▸ **Problem details**
Hunt for the word "Summit" across the entries below, copying each line that holds it.

▸ **Material shown**
══════════════════════════════

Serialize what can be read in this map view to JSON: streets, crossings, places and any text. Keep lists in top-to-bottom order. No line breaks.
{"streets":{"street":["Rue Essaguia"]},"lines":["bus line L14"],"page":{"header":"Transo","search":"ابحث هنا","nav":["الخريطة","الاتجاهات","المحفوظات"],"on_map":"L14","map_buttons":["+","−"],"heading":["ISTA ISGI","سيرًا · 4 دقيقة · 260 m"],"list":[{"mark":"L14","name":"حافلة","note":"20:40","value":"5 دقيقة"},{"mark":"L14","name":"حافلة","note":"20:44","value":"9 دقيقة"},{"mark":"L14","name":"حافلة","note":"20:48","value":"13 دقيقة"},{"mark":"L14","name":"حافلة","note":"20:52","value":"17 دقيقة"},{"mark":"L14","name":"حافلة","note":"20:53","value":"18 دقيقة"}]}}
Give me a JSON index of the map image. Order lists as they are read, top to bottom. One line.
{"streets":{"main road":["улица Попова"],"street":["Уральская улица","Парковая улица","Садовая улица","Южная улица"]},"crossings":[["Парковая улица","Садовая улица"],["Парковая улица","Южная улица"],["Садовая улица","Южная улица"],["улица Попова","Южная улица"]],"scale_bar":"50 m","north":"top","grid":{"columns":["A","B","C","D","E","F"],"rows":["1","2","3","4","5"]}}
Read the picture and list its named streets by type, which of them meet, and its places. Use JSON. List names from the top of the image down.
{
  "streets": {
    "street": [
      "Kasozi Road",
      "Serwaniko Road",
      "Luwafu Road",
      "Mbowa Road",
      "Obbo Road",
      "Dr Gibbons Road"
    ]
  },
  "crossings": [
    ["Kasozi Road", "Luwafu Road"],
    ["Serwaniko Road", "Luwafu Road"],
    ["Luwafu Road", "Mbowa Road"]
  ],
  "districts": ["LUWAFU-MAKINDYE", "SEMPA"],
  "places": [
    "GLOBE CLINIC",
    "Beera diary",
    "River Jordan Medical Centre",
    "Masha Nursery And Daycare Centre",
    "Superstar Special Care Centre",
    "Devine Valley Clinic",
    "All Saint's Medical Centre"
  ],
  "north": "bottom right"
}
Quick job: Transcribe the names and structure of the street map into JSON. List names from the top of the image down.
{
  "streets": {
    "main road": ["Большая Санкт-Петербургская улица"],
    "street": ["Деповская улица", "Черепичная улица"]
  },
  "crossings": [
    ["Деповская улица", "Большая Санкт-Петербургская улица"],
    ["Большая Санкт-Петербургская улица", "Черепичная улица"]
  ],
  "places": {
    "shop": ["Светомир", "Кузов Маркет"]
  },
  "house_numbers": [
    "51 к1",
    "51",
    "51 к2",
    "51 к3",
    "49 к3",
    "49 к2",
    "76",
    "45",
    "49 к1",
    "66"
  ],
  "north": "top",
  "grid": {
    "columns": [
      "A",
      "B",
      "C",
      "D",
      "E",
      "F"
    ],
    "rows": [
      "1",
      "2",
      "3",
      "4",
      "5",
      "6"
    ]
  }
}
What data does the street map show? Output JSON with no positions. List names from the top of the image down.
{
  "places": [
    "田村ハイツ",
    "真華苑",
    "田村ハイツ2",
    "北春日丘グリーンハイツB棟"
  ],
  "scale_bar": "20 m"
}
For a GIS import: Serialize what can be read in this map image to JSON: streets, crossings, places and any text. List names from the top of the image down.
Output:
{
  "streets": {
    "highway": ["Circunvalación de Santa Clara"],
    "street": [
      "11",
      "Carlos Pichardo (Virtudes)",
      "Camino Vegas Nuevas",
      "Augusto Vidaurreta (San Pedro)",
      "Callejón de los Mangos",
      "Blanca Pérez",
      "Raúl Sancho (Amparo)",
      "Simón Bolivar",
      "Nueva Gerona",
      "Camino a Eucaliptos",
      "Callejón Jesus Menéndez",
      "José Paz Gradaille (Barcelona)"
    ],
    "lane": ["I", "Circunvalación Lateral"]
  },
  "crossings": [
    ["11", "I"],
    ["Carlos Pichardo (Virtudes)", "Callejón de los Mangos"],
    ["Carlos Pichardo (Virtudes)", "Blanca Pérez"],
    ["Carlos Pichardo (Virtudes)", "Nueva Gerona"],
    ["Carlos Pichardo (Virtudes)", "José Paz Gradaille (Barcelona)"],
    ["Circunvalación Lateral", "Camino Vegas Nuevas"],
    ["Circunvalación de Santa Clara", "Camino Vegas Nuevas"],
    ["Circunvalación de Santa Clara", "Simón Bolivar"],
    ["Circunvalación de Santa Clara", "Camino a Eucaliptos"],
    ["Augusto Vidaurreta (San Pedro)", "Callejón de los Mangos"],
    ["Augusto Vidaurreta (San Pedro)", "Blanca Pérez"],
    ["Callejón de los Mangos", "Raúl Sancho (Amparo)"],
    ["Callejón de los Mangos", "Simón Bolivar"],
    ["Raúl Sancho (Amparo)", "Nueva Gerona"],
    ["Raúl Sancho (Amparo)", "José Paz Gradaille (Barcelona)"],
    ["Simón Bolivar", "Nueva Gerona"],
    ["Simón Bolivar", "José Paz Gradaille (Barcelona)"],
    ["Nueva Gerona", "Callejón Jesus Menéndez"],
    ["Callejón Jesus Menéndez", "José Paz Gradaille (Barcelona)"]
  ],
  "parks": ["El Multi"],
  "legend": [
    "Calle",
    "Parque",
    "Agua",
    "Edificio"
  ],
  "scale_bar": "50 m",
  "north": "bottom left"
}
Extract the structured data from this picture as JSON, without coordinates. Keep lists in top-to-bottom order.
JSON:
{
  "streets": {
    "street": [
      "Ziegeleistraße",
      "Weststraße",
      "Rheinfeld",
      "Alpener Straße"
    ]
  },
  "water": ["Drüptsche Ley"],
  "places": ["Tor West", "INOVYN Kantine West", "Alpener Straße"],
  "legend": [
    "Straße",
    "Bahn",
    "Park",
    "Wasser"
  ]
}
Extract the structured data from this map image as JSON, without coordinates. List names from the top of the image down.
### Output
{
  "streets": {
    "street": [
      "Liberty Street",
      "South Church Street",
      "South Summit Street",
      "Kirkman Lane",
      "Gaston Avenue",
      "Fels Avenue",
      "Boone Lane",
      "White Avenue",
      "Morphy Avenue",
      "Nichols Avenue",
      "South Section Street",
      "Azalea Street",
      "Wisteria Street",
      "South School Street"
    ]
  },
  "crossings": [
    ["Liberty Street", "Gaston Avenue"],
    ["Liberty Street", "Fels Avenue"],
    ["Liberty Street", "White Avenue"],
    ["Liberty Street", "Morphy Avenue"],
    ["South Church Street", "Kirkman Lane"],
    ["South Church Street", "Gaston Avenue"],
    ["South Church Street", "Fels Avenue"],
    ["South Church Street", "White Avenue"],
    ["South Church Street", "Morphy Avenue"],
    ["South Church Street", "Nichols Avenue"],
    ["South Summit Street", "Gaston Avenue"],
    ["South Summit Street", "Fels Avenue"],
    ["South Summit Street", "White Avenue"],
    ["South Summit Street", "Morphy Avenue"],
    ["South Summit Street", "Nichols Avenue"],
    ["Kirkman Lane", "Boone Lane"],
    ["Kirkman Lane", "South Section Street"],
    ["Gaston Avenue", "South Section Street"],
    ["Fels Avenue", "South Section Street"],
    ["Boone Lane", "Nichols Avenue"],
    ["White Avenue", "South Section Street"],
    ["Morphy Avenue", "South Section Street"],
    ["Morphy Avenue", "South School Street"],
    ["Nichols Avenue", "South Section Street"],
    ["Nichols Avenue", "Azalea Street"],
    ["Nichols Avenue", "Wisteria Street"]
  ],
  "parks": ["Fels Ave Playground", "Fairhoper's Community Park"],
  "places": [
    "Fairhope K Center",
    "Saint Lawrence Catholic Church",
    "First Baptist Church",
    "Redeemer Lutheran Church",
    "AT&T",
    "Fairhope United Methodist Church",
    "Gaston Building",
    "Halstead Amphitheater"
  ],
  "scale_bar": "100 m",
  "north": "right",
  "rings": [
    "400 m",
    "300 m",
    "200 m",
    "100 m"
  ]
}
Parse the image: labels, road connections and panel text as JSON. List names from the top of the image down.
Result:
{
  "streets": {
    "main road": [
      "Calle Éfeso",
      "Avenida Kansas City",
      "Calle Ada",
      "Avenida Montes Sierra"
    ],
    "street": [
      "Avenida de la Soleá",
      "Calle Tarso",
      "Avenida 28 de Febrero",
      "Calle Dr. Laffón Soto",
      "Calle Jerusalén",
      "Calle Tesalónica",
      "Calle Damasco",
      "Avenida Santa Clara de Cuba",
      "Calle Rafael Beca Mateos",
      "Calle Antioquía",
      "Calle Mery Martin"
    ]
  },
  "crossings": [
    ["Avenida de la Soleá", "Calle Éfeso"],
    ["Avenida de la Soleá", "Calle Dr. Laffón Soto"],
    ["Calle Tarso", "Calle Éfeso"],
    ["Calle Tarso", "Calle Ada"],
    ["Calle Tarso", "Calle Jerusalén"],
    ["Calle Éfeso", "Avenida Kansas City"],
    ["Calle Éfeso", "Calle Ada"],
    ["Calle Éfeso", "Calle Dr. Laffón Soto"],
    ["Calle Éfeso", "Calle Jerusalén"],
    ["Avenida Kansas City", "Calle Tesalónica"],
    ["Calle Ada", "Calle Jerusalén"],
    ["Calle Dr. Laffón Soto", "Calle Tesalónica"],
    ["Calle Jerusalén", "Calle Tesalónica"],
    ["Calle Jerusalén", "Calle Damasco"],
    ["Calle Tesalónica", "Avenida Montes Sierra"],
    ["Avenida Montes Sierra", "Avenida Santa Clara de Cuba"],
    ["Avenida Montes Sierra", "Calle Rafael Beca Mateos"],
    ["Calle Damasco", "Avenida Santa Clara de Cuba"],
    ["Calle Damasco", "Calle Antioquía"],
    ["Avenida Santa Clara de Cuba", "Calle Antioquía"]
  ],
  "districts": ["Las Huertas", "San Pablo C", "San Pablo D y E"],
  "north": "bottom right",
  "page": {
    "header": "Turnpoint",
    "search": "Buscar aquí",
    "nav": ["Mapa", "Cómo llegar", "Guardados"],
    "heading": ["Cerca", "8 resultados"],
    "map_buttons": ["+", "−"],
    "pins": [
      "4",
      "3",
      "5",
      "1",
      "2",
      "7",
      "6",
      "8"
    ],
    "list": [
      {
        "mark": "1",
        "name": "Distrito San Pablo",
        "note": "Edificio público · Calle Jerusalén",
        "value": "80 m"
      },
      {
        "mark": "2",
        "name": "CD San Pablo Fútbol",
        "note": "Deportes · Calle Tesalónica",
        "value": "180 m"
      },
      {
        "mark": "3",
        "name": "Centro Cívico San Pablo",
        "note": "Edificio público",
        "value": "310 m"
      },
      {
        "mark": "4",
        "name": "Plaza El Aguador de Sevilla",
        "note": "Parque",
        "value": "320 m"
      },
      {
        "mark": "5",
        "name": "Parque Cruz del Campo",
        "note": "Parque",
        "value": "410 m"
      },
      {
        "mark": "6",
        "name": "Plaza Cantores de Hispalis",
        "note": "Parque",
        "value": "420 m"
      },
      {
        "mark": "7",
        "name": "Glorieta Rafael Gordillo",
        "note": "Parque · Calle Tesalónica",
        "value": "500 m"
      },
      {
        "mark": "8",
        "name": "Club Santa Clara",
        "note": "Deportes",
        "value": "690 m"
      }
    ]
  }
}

══════════════════════════════

▸ **Exercise output**
      "South Summit Street",
    ["South Summit Street", "Gaston Avenue"],
    ["South Summit Street", "Fels Avenue"],
    ["South Summit Street", "White Avenue"],
    ["South Summit Street", "Morphy Avenue"],
    ["South Summit Street", "Nichols Avenue"],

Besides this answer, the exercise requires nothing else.